The only question presented by this appeal is whether the cause of action is prescribed.
From an examination of the record the following facts appear to be undisputed:chanrob1es virtual 1aw library
First. That on the 29th of November, 1889, the defendant borrowed P6,600 from Cornelia Laochangco, and promised to repay said sum in one year, without interest, in sugar, out of the crop of the year 1890, in the month of May; that said period of one year, under the conditions of the contract, might be extended for an additional year at the will of the creditor.
Second. That on the 29th of April, 1889, the defendant Raymunda Soriano executed and delivered to the said Cornelia Laochangco a mortgage upon a certain piece or parcel of land, particularly described in said mortgage, for the purpose of guaranteeing the payment of the said P6,600. (See Exhibit C, page 78, of the record.)
Third. That no part of said debt having been paid, the said Cornelia Laochangco having died, her heirs, or at least some of them, on the 2d of November, 1910, commenced an action in the Court of First Instance of the Province of Pampanga for the purpose of recovering the amount due and to foreclosure said mortgage. (See page 1, record.)
Fourth. That on the 17th of November, 1910, the defendant answered the petition of the plaintiff in that cause, in which she set up a general and special defense, together with a counterclaim. In her special defense she alleged that said debt had been paid in accordance with the terms of the contract. (Exhibit C.) In her counterclaim she alleged that the plaintiffs were indebted to her in the sum of P16,107, with interest.
Fifth. That upon the issue presented by the petition and answer, the cause was brought on for trial.
Sixth. That after hearing the evidence adduced by the respective parties, the Honorable Julio Llorente, judge, on the 27th of June, 1912, rendered a judgment in which he found that the defendant was indebted to the plaintiffs in the sum of P6,600, with interest at 6 per cent from the 30th of October, 1910 (2d of November, 1910).
Seventh. That after excepting to the judgment and making a motion for a new trial, which was denied, both parties appealed to the Supreme Court. (See R.G. No. 8787.) 1
Eighth.
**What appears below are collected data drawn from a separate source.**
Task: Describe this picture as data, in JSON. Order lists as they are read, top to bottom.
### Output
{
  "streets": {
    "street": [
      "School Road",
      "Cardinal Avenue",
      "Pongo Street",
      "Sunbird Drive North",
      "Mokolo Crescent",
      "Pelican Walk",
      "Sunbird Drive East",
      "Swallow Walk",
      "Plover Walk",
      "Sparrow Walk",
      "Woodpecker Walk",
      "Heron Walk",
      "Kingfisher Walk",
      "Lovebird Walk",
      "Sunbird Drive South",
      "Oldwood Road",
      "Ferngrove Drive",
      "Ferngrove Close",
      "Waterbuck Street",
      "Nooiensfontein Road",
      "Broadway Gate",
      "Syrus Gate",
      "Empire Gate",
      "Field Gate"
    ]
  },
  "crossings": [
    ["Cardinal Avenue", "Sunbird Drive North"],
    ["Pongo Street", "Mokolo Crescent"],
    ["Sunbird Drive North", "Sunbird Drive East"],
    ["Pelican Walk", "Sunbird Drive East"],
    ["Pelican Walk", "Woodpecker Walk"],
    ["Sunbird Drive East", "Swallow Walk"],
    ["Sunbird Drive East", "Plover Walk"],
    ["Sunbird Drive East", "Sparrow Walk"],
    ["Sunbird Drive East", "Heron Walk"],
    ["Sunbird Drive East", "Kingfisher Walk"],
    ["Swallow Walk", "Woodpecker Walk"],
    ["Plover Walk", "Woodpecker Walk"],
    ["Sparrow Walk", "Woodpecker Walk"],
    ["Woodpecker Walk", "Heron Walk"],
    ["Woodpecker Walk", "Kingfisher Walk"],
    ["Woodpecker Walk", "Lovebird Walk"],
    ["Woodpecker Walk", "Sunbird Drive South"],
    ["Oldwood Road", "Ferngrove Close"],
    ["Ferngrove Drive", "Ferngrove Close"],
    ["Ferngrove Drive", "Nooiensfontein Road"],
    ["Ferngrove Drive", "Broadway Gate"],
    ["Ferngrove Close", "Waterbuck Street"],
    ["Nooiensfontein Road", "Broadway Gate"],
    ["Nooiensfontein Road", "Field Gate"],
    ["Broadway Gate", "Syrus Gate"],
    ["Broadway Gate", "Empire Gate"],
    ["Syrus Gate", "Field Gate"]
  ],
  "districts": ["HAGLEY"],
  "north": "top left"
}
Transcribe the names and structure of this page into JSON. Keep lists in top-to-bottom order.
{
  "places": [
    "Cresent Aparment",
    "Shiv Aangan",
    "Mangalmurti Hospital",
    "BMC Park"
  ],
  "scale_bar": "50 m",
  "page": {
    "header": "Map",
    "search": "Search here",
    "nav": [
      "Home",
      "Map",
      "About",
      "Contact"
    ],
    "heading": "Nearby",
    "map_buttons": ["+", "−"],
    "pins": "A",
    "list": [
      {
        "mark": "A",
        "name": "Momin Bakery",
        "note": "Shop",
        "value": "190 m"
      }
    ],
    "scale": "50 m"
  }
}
That by agreement both appellants presented but one bill of exceptions. Each presented separate brief and separate assignments of error.
Ninth. The appeal was finally submitted to the Supreme Court on the 14th of July, 1914. After a consideration of the record and the assignments of error of the respective parties, the judgment of the Honorable Julio Llorente of the 27th of June, 1912, was affirmed.
Tenth. That on the 22d of January, 1915, the defendant presented a motion for a rehearing, which was amended by additional arguments on the 9th of March, 1915. By said motion for a new trial and the amended arguments in support thereof, the defendant-appellant made it appear that all of the necessary parties interested as plaintiffs had not been made parties plaintiff in the action below. Said motion further made it appear that some of the parties plaintiff in the court below, in the original action, had died before the commencement of that action.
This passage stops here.